Comme au régiment, avec les débris d’étoffes on habillait les enfants de troupe.

Les enfants de troupe : donc nos enfants à tous. C’est bien le moment, d’ailleurs, de répéter le fameux : Il n’y a plus d’enfants ! — Il n’y a plus que des soldats.

Aux Tuileries, au Luxembourg, des fantassins minuscules font l’exercice ou se livrent à la petite guerre. Le champ de bataille s’étend de la cabane des journaux au kiosque du marchand de gaufres ; les chaises forment la ligne de défense, les troncs d’arbres servent de retranchements, les taillis d’embuscades, et le sentier sablé ouvre, en cas de besoin, une route à la retraite.

Regardez-les marcher, ces bonshommes à l'œil vif, à la chevelure flottante ; leur visage riant s’est fait grave, leur geste capricieux a pris une rondeur toute militaire, leur démarche vagabonde s'est assujettie à des règles ; ils s’en vont, marquant le pas, sérieux, la tète fixe, le petit doigt sur la couture du pantalon — un pantalon d’où parfois la chemise indiscrète s’échappe et Hotte au vent.

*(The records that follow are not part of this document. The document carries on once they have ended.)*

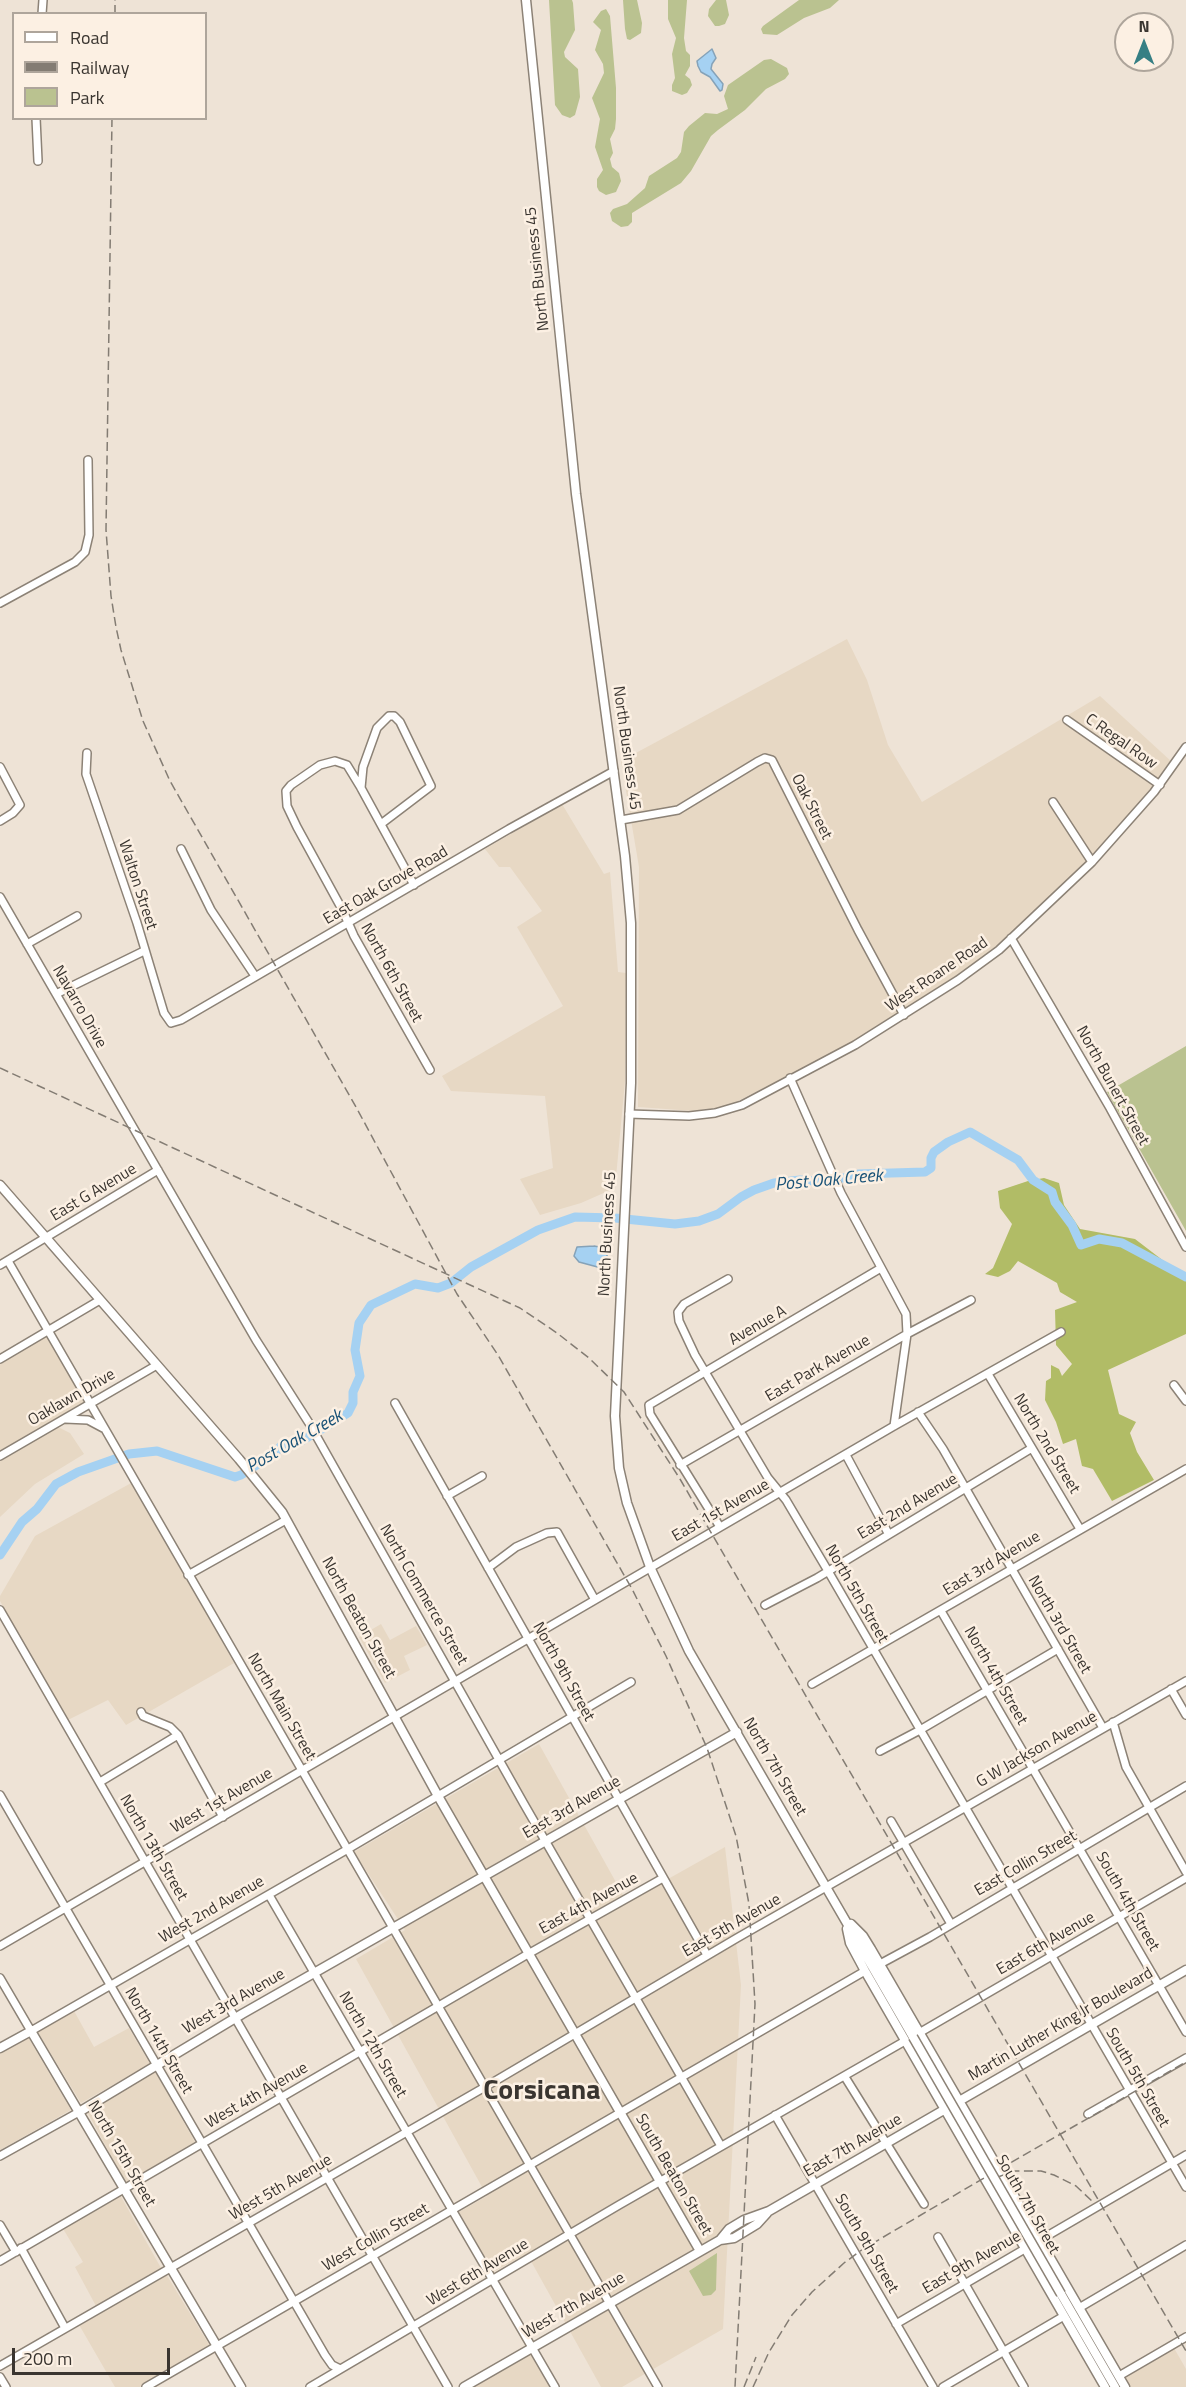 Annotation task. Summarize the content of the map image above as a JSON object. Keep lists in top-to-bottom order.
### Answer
{
  "streets": {
    "main road": [
      "North Business 45",
      "East 3rd Avenue",
      "North Beaton Street",
      "North 7th Street",
      "West 2nd Avenue",
      "West 3rd Avenue",
      "Martin Luther King Jr Boulevard",
      "East 7th Avenue",
      "North 15th Street",
      "South Beaton Street",
      "South 7th Street",
      "West 7th Avenue"
    ],
    "street": [
      "C Regal Row",
      "Oak Street",
      "Walton Street",
      "East Oak Grove Road",
      "North 6th Street",
      "West Roane Road",
      "Navarro Drive",
      "North Bunert Street",
      "East G Avenue",
      "Avenue A",
      "East Park Avenue",
      "Oaklawn Drive",
      "North 2nd Street",
      "East 2nd Avenue",
      "East 1st Avenue",
      "North 5th Street",
      "North Commerce Street",
      "North 3rd Street",
      "North 9th Street",
      "North 4th Street",
      "North Main Street",
      "G W Jackson Avenue",
      "West 1st Avenue",
      "North 13th Street",
      "East Collin Street",
      "South 4th Street",
      "East 4th Avenue",
      "East 5th Avenue",
      "East 6th Avenue",
      "North 14th Street",
      "North 12th Street",
      "South 5th Street",
      "West 4th Avenue",
      "West 5th Avenue",
      "West Collin Street",
      "South 9th Street",
      "East 9th Avenue",
      "West 6th Avenue"
    ]
  },
  "crossings": [
    ["North Business 45", "Oak Street"],
    ["North Business 45", "East Oak Grove Road"],
    ["North Business 45", "West Roane Road"],
    ["North Business 45", "North 7th Street"],
    ["C Regal Row", "West Roane Road"],
    ["Oak Street", "West Roane Road"],
    ["Walton Street", "East Oak Grove Road"],
    ["East Oak Grove Road", "North 6th Street"],
    ["West Roane Road", "North Bunert Street"],
    ["Navarro Drive", "North Commerce Street"],
    ["East G Avenue", "North Commerce Street"],
    ["East G Avenue", "North Beaton Street"],
    ["East G Avenue", "North Main Street"],
    ["Avenue A", "East Park Avenue"],
    ["Avenue A", "North 5th Street"],
    ["East Park Avenue", "North 5th Street"],
    ["Oaklawn Drive", "North Beaton Street"],
    ["Oaklawn Drive", "North Main Street"],
    ["North 2nd Street", "East 2nd Avenue"],
    ["North 2nd Street", "East 1st Avenue"],
    ["North 2nd Street", "East 3rd Avenue"],
    ["East 2nd Avenue", "North 5th Street"],
    ["East 2nd Avenue", "North 3rd Street"],
    ["East 1st Avenue", "North 5th Street"],
    ["East 1st Avenue", "North Commerce Street"],
    ["East 1st Avenue", "North Beaton Street"],
    ["East 1st Avenue", "North 3rd Street"],
    ["East 1st Avenue", "North 9th Street"],
    ["East 1st Avenue", "North 7th Street"],
    ["East 1st Avenue", "West 1st Avenue"],
    ["East 3rd Avenue", "North 5th Street"],
    ["East 3rd Avenue", "North Commerce Street"],
    ["East 3rd Avenue", "North Beaton Street"],
    ["East 3rd Avenue", "North 3rd Street"],
    ["East 3rd Avenue", "North 9th Street"],
    ["East 3rd Avenue", "North 4th Street"],
    ["East 3rd Avenue", "North 7th Street"],
    ["East 3rd Avenue", "West 3rd Avenue"],
    ["North 5th Street", "G W Jackson Avenue"],
    ["North 5th Street", "East Collin Street"],
    ["North 5th Street", "South 5th Street"],
    ["North Commerce Street", "East 4th Avenue"],
    ["North Commerce Street", "East 5th Avenue"],
    ["North Commerce Street", "East 6th Avenue"],
    ["North Beaton Street", "West 1st Avenue"],
    ["North Beaton Street", "East 4th Avenue"],
    ["North Beaton Street", "West 2nd Avenue"],
    ["North Beaton Street", "East 5th Avenue"],
    ["North Beaton Street", "West 3rd Avenue"],
    ["North Beaton Street", "West 4th Avenue"],
    ["North Beaton Street", "South Beaton Street"],
    ["North Beaton Street", "West 5th Avenue"],
    ["North Beaton Street", "West Collin Street"],
    ["North 3rd Street", "G W Jackson Avenue"],
    ["North 9th Street", "East 4th Avenue"],
    ["North 9th Street", "East 5th Avenue"],
    ["North 4th Street", "G W Jackson Avenue"],
    ["North 4th Street", "East Collin Street"],
    ["North 4th Street", "South 4th Street"],
    ["North Main Street", "West 1st Avenue"],
    ["North Main Street", "West 2nd Avenue"],
    ["North Main Street", "West 3rd Avenue"],
    ["North Main Street", "West 4th Avenue"],
    ["North Main Street", "West 5th Avenue"],
    ["North Main Street", "West Collin Street"],
    ["North Main Street", "West 6th Avenue"],
    ["North Main Street", "West 7th Avenue"],
    ["G W Jackson Avenue", "East 5th Avenue"],
    ["North 7th Street", "East 5th Avenue"],
    ["North 7th Street", "East 6th Avenue"],
    ["North 7th Street", "South 7th Street"],
    ["West 1st Avenue", "North 13th Street"],
    ["West 1st Avenue", "North 14th Street"],
    ["North 13th Street", "West 2nd Avenue"],
    ["North 13th Street", "West 3rd Avenue"],
    ["North 13th Street", "West 4th Avenue"],
    ["North 13th Street", "West 5th Avenue"],
    ["North 13th Street", "West Collin Street"],
    ["North 13th Street", "West 6th Avenue"],
    ["East Collin Street", "South 4th Street"],
    ["East Collin Street", "South 5th Street"],
    ["South 4th Street", "East 6th Avenue"],
    ["South 4th Street", "Martin Luther King Jr Boulevard"],
    ["East 4th Avenue", "West 4th Avenue"],
    ["West 2nd Avenue", "North 14th Street"],
    ["West 2nd Avenue", "North 12th Street"],
    ["West 2nd Avenue", "North 15th Street"],
    ["East 5th Avenue", "West 5th Avenue"],
    ["East 6th Avenue", "South 5th Street"],
    ["East 6th Avenue", "South Beaton Street"],
    ["East 6th Avenue", "South 7th Street"],
    ["East 6th Avenue", "South 9th Street"],
    ["East 6th Avenue", "West 6th Avenue"],
    ["West 3rd Avenue", "North 14th Street"],
    ["West 3rd Avenue", "North 12th Street"],
    ["West 3rd Avenue", "North 15th Street"],
    ["Martin Luther King Jr Boulevard", "South 5th Street"],
    ["Martin Luther King Jr Boulevard", "East 7th Avenue"],
    ["North 14th Street", "West 4th Avenue"],
    ["North 14th Street", "West 5th Avenue"],
    ["North 14th Street", "West Collin Street"],
    ["North 14th Street", "West 6th Avenue"],
    ["North 12th Street", "West 4th Avenue"],
    ["North 12th Street", "West 5th Avenue"],
    ["North 12th Street", "West Collin Street"],
    ["North 12th Street", "West 6th Avenue"],
    ["North 12th Street", "West 7th Avenue"],
    ["South 5th Street", "East 9th Avenue"],
    ["West 4th Avenue", "North 15th Street"],
    ["East 7th Avenue", "South Beaton Street"],
    ["East 7th Avenue", "South 9th Street"],
    ["East 7th Avenue", "West 7th Avenue"],
    ["North 15th Street", "West 5th Avenue"],
    ["North 15th Street", "West Collin Street"],
    ["South Beaton Street", "West Collin Street"],
    ["South Beaton Street", "West 6th Avenue"],
    ["South Beaton Street", "West 7th Avenue"],
    ["South 9th Street", "East 9th Avenue"]
  ],
  "districts": ["Corsicana"],
  "water": ["Post Oak Creek"],
  "legend": ["Road", "Railway", "Park"],
  "scale_bar": "200 m",
  "north": "top"
}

Pauvres bébés ! leurs joues sont encore roses, leurs yeux encore vifs et leurs petites jambes agiles ; il font toujours, eux, leurs quatre repas quotidiens, et peuvent, insoucieux, tendre deux fois leur assiette aux mets préférés ! Mais déjà leurs mères inquiètes commencent à envisager avec terreur les semaines qui vont suivre, et commentent anxieusement l’arrêté qui met en réquisition le bétail conservé chez les particuliers.

 

Le manque de fourrages avait pu servir d’excuse aux hécatombes des premiers temps du siège. A cette époque, on n’estimait pas au delà de six semaines ou deux mois la résistance probable et l'entretien possible de l'immense cité. Et voilà que Paris, renouvelant jusqu’à un certain point dans son immobilité forcée la classique légende du Juif-Errant, paraissait, à la fin d’octobre, pourvu de farines et de grain pour six semaines ou deux mois encore.

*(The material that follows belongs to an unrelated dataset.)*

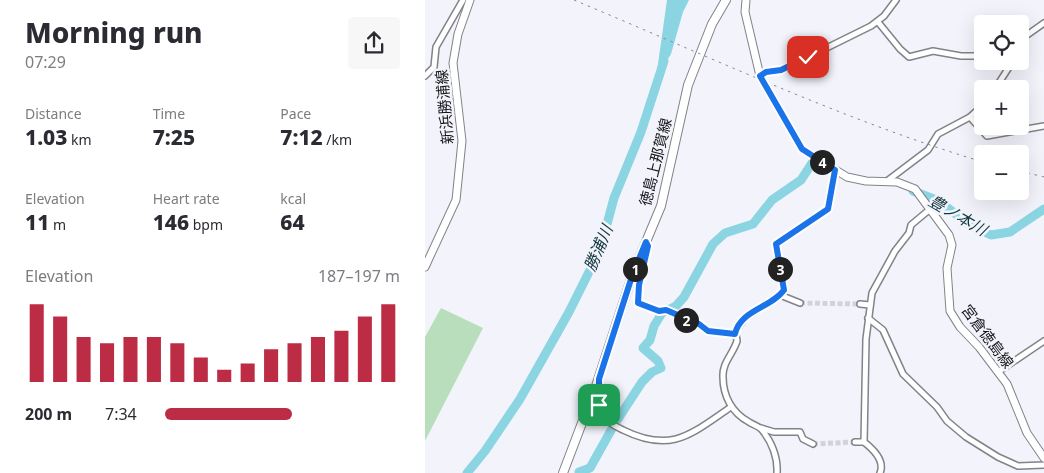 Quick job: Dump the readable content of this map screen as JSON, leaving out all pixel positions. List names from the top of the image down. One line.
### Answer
{"streets":{"main road":["新浜勝浦線","徳島上那賀線","宮倉徳島線"]},"water":["豊ノ本川","勝浦川"],"page":{"heading":["Morning run","07:29"],"map_buttons":["+","−"],"stats":[["Distance","1.03 km"],["Time","7:25"],["Pace","7:12 /km"],["Elevation","11 m"],["Heart rate","146 bpm"],["kcal","64"]],"pins":["4","1","3","2"],"chart":["Elevation","187–197 m"],"list":[{"name":"200 m","note":"7:34"}]}}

Comment des amas comptant par milliers de quintaux avaient-ils pu échapper aux auteurs des tableaux officiels ? Mystère. Comment, après avoir consommé tout ce que les supputations les plus favorables nous accordaient, nous trouvions-nous munis d'une égale somme de ressources ? Miracle. Le miracle avait sans doute exercé quelque influence sur les mâles résolutions manifestées par le général Ducrot au pont de Sèvres. Quant au mystère, un coin du voile qui le couvrait se soulevait déjà pour les gouvernants. Les chiffres étant devenus moins formidables, le compte était devenu plus facile. Ce point, désormais, était le seul sur lequel l’Allemand fût plus mal renseigné que nous.

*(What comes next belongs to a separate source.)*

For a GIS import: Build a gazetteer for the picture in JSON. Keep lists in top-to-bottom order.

Inconsciemment. M. Thiers avait rendu à la défense, à cet égard, un service inattendu. Le comte de Bismarck devait, inconsciemment aussi, populariser l’anecdote.

Le 1er novembre, le chancelier raconta à ses commensaux que Thiers avait passé, dans la journée, trois heures auprès de lui pour traiter d’un armistice, et il ajouta que très probablement on n’accepterait pas les conditions proposées par le gouvernement français. Il ne chercha pas à le tourner en ridicule comme M. Favre, bien qu’il n’abandonnât pas le ton sarcastique, même en parlant de lui. Il obéissait à une autre préoccupation ; il tenait à prouver à ses subordonnés, par une sorte d’amour-propre de métier, qu’il était, lui Bismarck, bien plus malin, plus fin diplomate que Thiers.

Thiers, a-t-il dit, a touché en passant à la question de l'approvisionnement de Paris. Je l’ai interrompu en disant : Pardon ; nous savons mieux que vous ce qu’il en est ; vous n’avez passé qu’une journée à Paris ; les Parisiens sont munis de provisions jusqu’à la fin du mois de janvier. — La figure étonnée qu’il fit ! Moi, je n’avais voulu que le sonder ; sa surprise me prouva qu’il n’en était pas ainsi.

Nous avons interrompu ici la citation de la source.